Author Archives: Land Conservation

Mass Audubon Welcomes the Newest Addition to its Broad Meadow Brook Wildlife Sanctuary

A donation of land by Karen Faler has added five acres to Broad Meadow Brook Wildlife Sanctuary in Worcester.  Karen and her husband Paul, who passed away seven years ago, received the property from his grandparents.  They purchased it after emigrating from Finland and used it for a woodlot.  Paul and Karen visited the property occasionally and enjoyed the step back in time to a rural community where keeping a woodlot was not uncommon.   Karen is now the sole owner.  When no family members expressed interest in keeping the land, Karen approached Mass Audubon about donating it. We accepted with enthusiasm! 

The Faler land is a wooded lot that has never been developed and directly abuts the Broad Meadow Brook Wildlife Sanctuary.  Although small, this 5-acre parcel is ecologically significant. The entire property is designated as important habitat for threatened species by the state’s Natural Heritage & Endangered Species Program. In addition, the donation of this parcel to Mass Audubon eliminates the potential for intrusive development that would affect a nearby trail at Broad Meadow Brook. 

Karen Faler commented on the successful transaction saying, “It is with great satisfaction that I donate this land to the Mass Audubon preserve at Broad Meadow Brook.  It honors both my family’s heritage and Mass Audubon’s efforts to preserve undisturbed elements of nature for all to enjoy.”

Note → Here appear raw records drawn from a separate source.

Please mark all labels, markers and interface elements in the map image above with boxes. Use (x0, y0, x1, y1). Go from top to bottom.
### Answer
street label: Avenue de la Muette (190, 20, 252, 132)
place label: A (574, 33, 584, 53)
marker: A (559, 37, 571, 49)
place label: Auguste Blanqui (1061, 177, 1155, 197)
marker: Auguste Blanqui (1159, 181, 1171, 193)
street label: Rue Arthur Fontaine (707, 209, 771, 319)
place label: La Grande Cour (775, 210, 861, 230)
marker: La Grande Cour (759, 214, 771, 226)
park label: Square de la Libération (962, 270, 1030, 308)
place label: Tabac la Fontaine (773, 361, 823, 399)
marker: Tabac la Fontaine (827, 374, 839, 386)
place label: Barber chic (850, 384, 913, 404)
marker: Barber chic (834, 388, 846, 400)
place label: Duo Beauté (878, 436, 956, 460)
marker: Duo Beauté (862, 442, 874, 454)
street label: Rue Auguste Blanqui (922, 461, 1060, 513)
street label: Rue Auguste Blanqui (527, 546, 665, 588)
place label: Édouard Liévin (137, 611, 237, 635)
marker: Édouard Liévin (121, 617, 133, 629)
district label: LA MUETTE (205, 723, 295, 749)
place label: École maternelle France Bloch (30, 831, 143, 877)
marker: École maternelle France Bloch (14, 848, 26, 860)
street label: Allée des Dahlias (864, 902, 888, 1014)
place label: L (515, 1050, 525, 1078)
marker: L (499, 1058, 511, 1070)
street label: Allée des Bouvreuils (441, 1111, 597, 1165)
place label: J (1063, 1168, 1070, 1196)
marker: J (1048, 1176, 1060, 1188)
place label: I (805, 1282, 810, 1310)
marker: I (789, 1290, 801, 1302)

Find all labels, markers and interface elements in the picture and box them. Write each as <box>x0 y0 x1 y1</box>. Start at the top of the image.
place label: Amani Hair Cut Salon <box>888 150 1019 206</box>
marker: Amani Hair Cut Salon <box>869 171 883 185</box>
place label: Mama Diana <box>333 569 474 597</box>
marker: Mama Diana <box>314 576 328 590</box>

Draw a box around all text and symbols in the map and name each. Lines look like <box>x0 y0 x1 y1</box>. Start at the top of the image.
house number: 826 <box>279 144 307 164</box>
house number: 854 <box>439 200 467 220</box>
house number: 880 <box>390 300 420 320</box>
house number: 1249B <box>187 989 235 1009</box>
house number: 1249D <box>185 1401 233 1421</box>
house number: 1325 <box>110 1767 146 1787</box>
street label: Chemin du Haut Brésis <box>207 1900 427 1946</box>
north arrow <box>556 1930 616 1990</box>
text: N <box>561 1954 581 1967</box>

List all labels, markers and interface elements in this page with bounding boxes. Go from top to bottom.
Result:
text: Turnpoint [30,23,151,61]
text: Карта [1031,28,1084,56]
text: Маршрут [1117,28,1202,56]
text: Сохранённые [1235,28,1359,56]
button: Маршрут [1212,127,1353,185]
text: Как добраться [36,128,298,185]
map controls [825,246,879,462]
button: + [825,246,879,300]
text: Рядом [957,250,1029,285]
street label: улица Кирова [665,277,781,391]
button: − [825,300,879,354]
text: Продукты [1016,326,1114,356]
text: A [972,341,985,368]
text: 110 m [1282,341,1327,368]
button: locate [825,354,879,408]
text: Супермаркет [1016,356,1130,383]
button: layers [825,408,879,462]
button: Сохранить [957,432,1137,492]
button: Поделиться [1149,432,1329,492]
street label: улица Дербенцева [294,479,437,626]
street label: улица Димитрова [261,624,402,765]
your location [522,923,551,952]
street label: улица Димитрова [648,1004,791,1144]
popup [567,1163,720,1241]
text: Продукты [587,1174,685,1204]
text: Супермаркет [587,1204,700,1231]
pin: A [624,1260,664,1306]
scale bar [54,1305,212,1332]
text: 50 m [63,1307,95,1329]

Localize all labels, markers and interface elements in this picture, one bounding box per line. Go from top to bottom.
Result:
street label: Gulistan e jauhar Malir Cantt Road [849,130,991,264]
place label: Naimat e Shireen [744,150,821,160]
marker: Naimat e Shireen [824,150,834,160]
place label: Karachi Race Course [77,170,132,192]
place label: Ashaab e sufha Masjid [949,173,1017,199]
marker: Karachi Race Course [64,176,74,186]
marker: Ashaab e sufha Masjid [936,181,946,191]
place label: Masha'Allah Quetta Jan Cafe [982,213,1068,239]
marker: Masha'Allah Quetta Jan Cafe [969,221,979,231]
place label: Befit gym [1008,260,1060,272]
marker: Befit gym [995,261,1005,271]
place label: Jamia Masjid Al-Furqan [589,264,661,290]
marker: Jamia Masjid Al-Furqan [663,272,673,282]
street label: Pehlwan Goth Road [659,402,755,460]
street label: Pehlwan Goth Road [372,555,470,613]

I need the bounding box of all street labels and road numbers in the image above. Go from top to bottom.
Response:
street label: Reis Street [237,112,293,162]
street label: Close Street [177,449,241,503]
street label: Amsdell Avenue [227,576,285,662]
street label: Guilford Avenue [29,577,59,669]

The Faler’s former woodlot that is now part of Broad Meadow Brook Wildlife Sanctuary in Worcester

Expanding Our Presence on Cuttyhunk Island

On June 27, 2019 Mass Audubon received a two and a half acre property located on Cuttyhunk Island. 

Cuttyhunk

If you’re not familiar with Cuttyhunk, you are in good company. The island is a little known gem of coastal Massachusetts.  Specifically, it is the last and smallest of the Elizabeth Island chain just northwest of Martha’s Vineyard.  The island is about two miles from end to end.   There is a small, picturesque community (Gosnold, MA) comprised of mostly summer residents, but the vast majority of the island is still undeveloped. 

The West End

This new Mass Audubon land sits at the very western tip of the island, hence we’ve been calling it “The West End”.

This little piece of land at the edge of the world is a lovely bit of sand, rock, and grass by the sea.  A perfect place to stare out at the ocean on a summer day.  

It contains some of the highest bluffs on the island, and the shoreline offers a wonderful view of Martha’s Vineyard from a piece of rare coastal habitat.

Looking towards Martha’s Vineyard from the West End

This property is part of a generous bequest made by conservation-minded Muriel Ponzecchi to Mass Audubon in order to protect places on Cuttyhunk Island that she held so dear.  The West End parcel is actually phase two of the bequest. The first phase was a Conservation Restriction on roughly nine acres called “Bayberry Hill” which occurred in 2017.  

We hope to conclude phase three in the coming year, so stay tuned for more land protection news from Cuttyhunk!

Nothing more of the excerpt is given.